In the context of an LLC that has the option to be taxed as a partnership or make an S election, members could realize some tax benefit if they make the S election and draw a salary from the LLC that is less than their share of net income from the LLC. The amount of this tax savings will vary depending on the LLC’s income and the compensation to the member. As mentioned, the salary paid to an employee-member of the LLC is required to be reasonable. This “reasonable compensation” is determined based on a number of factors including:

  • Employee qualifications
  • Nature, extent, and scope of the work
  • Size and complexity of business
  • Prevailing economic conditions
  • Employees compensation as a percentage of both gross and net
  • Employee-member’s compensation compared with member distributions
  • Employee-member’s compensation compared with non-member employee compensation
  • Salaries for comparable positions with the market or industry

In the case of a professional services firm where income is heavily based on services provided by the owners, one would expect reasonable compensation to represent a higher proportion of the overall income of the company. Alternatively, if the business activities are highly dependent upon deployment of capital or equipment, reasonable compensation may be lower in proportion to net income generated by the business.

When assessing the benefit of potentially reduced employment taxes, LLC members must also be aware of the withholding and reporting requirements that will apply if an S election is made. In the case of an LLC with no current employees (and no current payroll system), withholding and reporting compliance may reduce or eliminate any employment tax savings associated with making the S election.

Sacrificing Flexibility

The S election will also subject the LLC to the comparatively complex, rigid rules governing S corporations. Importantly, S corporations are limited in the type and number of shareholders allowed. An LLC that makes an S election cannot have corporations, partnerships, or non-resident alien individuals as shareholders. Another important limitation is the single class of stock rule. S corporations are prohibited from issuing multiple classes of stock that confer different liquidation or distribution rights to holders. Different voting rights, however, are permissible.

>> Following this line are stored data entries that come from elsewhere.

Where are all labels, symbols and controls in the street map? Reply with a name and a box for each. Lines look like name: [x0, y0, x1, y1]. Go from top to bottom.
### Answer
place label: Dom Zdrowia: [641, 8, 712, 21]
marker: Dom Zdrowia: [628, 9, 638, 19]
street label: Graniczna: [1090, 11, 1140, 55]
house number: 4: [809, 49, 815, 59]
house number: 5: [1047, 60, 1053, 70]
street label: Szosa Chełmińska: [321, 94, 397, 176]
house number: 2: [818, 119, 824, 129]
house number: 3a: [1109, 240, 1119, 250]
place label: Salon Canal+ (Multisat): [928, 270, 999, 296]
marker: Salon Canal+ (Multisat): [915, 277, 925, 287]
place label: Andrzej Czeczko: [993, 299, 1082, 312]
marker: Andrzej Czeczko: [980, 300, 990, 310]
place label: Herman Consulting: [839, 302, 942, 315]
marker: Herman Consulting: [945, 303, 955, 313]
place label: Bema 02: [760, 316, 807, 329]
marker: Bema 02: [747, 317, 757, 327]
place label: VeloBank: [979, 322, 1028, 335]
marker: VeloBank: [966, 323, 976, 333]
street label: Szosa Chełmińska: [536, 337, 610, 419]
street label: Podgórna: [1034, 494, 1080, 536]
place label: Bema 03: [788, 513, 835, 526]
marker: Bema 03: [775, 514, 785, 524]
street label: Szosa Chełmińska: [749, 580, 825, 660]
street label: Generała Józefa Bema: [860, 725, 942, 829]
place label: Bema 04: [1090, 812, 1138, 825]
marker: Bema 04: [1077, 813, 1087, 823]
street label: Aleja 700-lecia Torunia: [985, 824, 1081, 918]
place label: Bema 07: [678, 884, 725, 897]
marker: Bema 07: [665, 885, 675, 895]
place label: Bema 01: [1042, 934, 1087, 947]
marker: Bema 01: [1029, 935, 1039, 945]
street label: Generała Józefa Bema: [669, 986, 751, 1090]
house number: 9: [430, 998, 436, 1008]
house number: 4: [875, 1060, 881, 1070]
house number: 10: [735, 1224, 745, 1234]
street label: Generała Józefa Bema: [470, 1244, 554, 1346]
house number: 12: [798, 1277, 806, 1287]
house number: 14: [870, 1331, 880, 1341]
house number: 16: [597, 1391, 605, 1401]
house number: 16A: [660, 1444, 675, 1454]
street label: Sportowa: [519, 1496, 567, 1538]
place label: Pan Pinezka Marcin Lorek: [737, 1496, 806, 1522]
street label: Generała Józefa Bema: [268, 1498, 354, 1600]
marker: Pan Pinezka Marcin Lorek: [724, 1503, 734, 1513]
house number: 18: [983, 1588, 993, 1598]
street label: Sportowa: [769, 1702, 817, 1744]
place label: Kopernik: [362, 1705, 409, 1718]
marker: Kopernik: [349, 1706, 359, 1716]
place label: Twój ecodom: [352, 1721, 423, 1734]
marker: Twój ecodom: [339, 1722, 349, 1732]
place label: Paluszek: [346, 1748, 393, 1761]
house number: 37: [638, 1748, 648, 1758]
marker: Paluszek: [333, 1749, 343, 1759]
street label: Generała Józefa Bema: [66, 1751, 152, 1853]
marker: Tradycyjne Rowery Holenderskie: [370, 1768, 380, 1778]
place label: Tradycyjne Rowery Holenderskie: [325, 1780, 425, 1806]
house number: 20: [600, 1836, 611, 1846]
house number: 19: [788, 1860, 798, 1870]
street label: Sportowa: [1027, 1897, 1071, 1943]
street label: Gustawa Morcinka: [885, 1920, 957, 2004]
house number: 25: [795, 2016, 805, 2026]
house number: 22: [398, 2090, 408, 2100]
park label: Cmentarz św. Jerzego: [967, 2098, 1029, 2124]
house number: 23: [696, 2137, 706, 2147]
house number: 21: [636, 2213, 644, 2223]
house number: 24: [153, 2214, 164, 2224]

Conformity with this rule can potentially limit one of the major benefits of the LLC – flexibility in structuring the business arrangement between the members. LLC operating agreements commonly contain special allocations of income or loss, and distribution or liquidation provisions that treat members differently. This flexibility to define the business arrangement between the parties often reflects varying amounts of capital, services, or other contributions each member has or is willing to make to the venture. An LLC that makes an S election cannot include any special allocation, distribution, or liquidation provisions that treat members differently. Each member will be required to receive allocations of income, loss and other tax items, as well as distributions and liquidations, in accordance with their respective interests in the LLC (capital account balances).


In analyzing whether an S election should be made, LLCs should be cognizant of the benefits and burdens association with taxation under Subchapter S of the Internal Revenue Code. First, a reasonable estimate of the potential employment tax savings should be made. This will depend upon the anticipated net income of the LLC, and the reasonable compensation paid to members that perform services for the LLC. Note that this tax benefit may be reduced by the added complexity of payroll tax withholding and reporting requirements. If a reasonable benefit or tax savings warrants further consideration, the LLC’s members should determine whether the LLC currently has or anticipates any activities or events that may disqualify it from making an S election. This includes ineligible members (e.g. corporations and partnership) or special allocations or differing distribution and liquidation rights among the members. Overall, an LLC S election may be an effective way to produce significant tax savings, but is only suited to certain businesses and ownership groups that fully appreciate the increase in complexity and rigidity associated with the election.